Thursday, 9 July 2015

Licences under wraps: how much can we deduce?

The attention of this blogger was directed to a post on Aistemos's LinkedIn Group yesterday, which picked up on the news that Microsoft and Kyocera had struck a cross-licensing deal that reportedly settled Microsoft's Android US patent infringement claims against the Japanese company.

The LinkedIn piece added that, while -- as is a fairly common practice -- the details of the cross-licence  arrangement have not been made public, if you know the respective patent holdings of the two sides, their current market involvement, the degree to which their IP portfolios cut across or complement each other's and how far the antitrust authorities will let them go, it should be possible to get a reasonable idea the licence terms even if they're not made public.

This blogger rather liked this notion.  The idea of deducing the terms of an undisclosed set of cross-licence terms does depend on the assumption that both parties display rational behaviour. In the case of Microsoft and Kyocera this is almost certainly the case. Another variable unknown factor is the cost-effectiveness on the part of each business in unbundling and individually examining large numbers of its own and the other's patents in order to evaluate their relevance to the licence settlement and their individual value; but here, given that the number of patents would probably be high and the process of examining them frustratingly labour-intensive, one might be entitled to assume that they would be licensed in bulk rather as single items.  Would any money change hands? The answer to this might be referable to the cost to Kyocera of making and selling Android-enabled devices in a crowded, highly competitive market.

For as long as the cross-licence arrangement remains under wraps, the visible dimension of the commercial activities of its parties may emit further clues as to its terms.  With which other businesses are the parties partnering, or refusing to partner? In which new markets are they concentrating their efforts, and in which existing markets have they gone quiet? Where and for what products and processes are they filing patents, industrial designs, utility models and the like? What opportunities are offered on their 'positions vacant' web pages? All this data, available to all, enables the licence-term deduction enthusiast to fill in some of the gaps.

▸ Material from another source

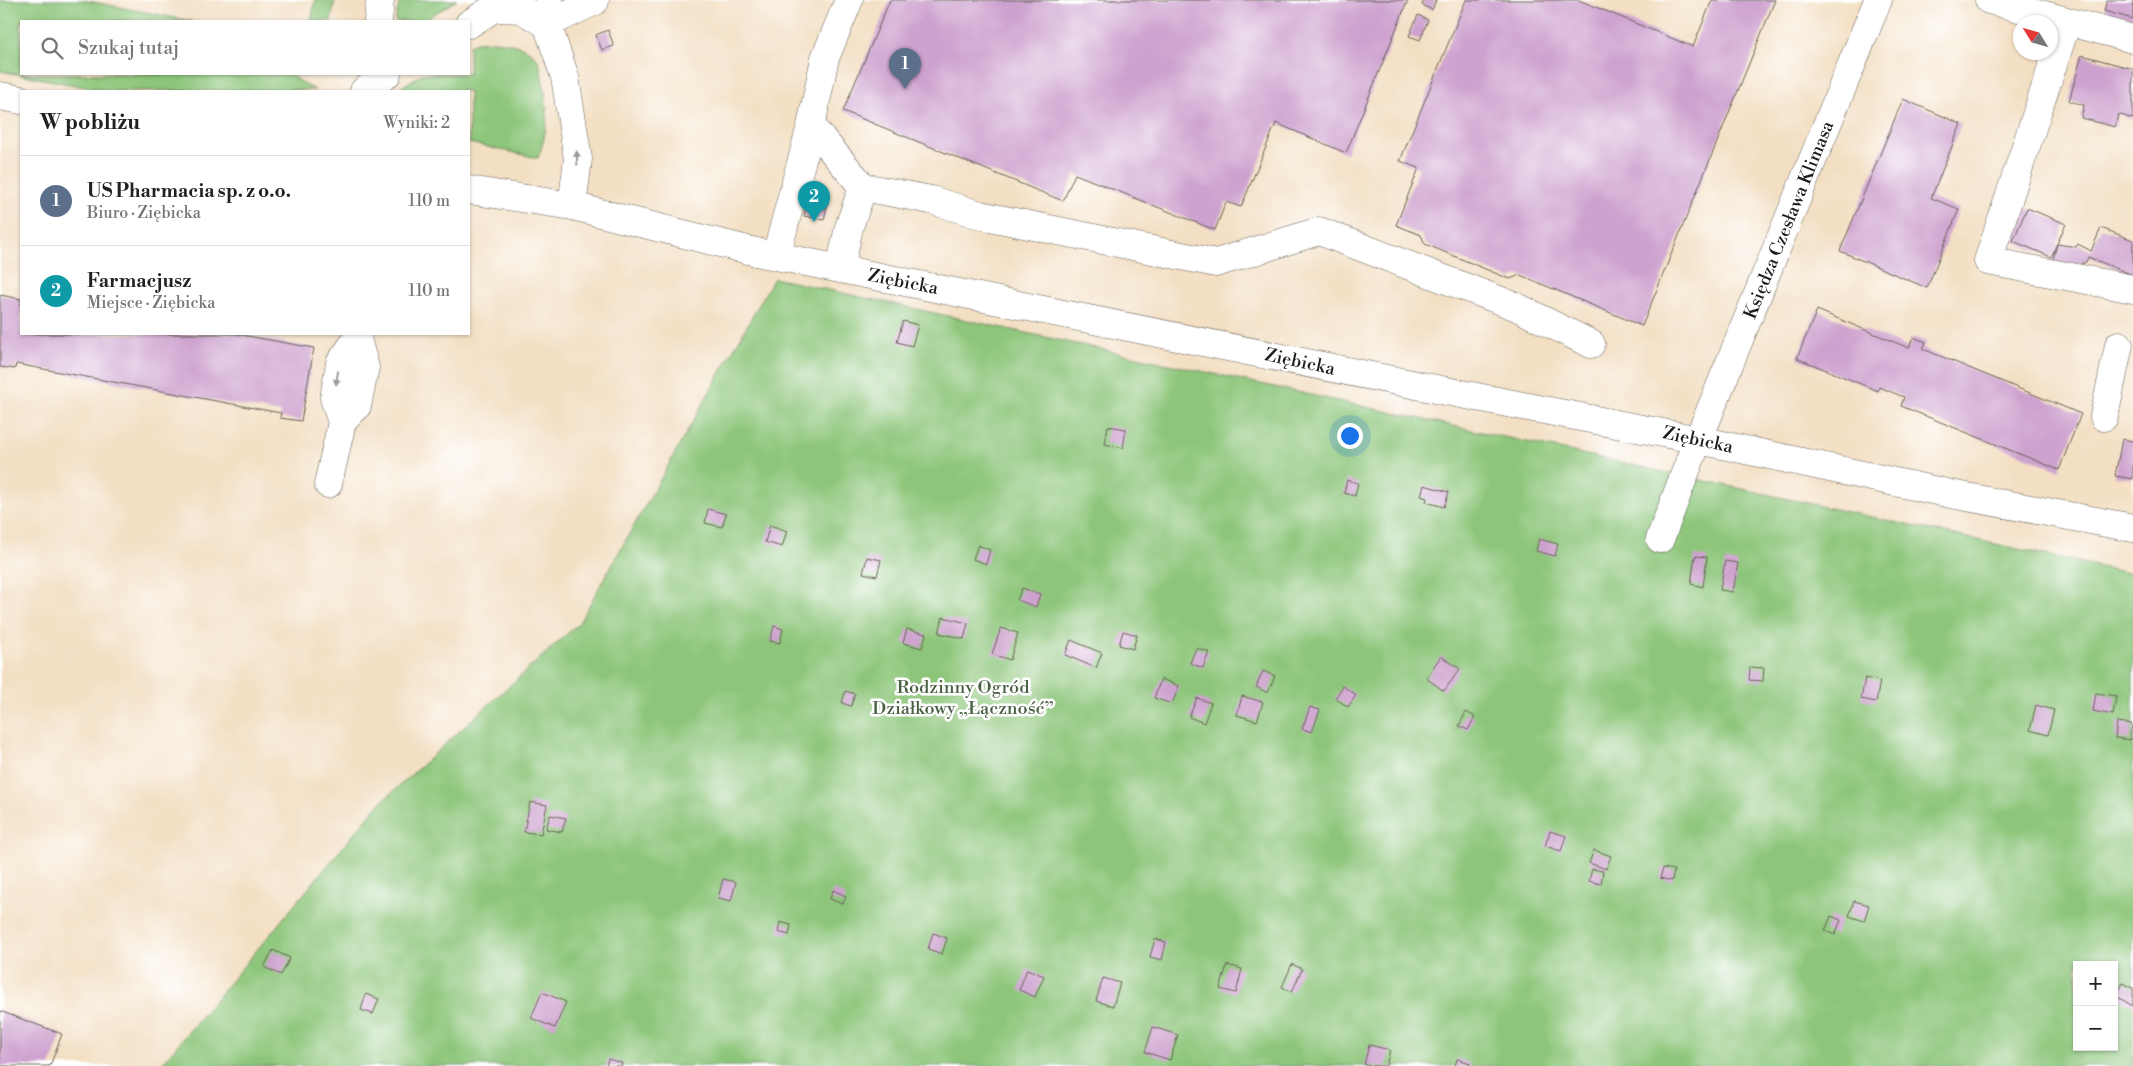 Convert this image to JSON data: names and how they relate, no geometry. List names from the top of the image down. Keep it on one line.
{"streets":{"street":["Księdza Czesława Klimasa","Ziębicka"]},"crossings":[["Księdza Czesława Klimasa","Ziębicka"]],"parks":["Rodzinny Ogród Działkowy „Łączność”"],"north":"top left","page":{"search":"Szukaj tutaj","pins":["1","2"],"heading":["W pobliżu","Wyniki: 2"],"list":[{"mark":"1","name":"US Pharmacia sp. z o.o.","note":"Biuro · Ziębicka","value":"110 m"},{"mark":"2","name":"Farmacjusz","note":"Miejsce · Ziębicka","value":"110 m"}],"map_buttons":["+","−"]}}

Ultimately, while technology has long been discoverable by a process of reverse engineering -- which may or may not be lawful, depending on national IP laws and the terms of any relevant contracts -- the idea of reverse engineering licence terms has not been given much serious consideration. Maybe, with the increased commoditisation of intellectual property rights and a heightened realisation that we need to know more about how they behave in the hands of owners and investors, the time for reverse enginering of licensing arrangements has arrived.  The value of IP is a creature of the marketplace and, while rarely are two pieces of intellectual property completely exchangeable, the terms on which they are bought, sold, licensed or securitised give a clue as to how the value of other rights, or portfolios of rights, might equally be assessed.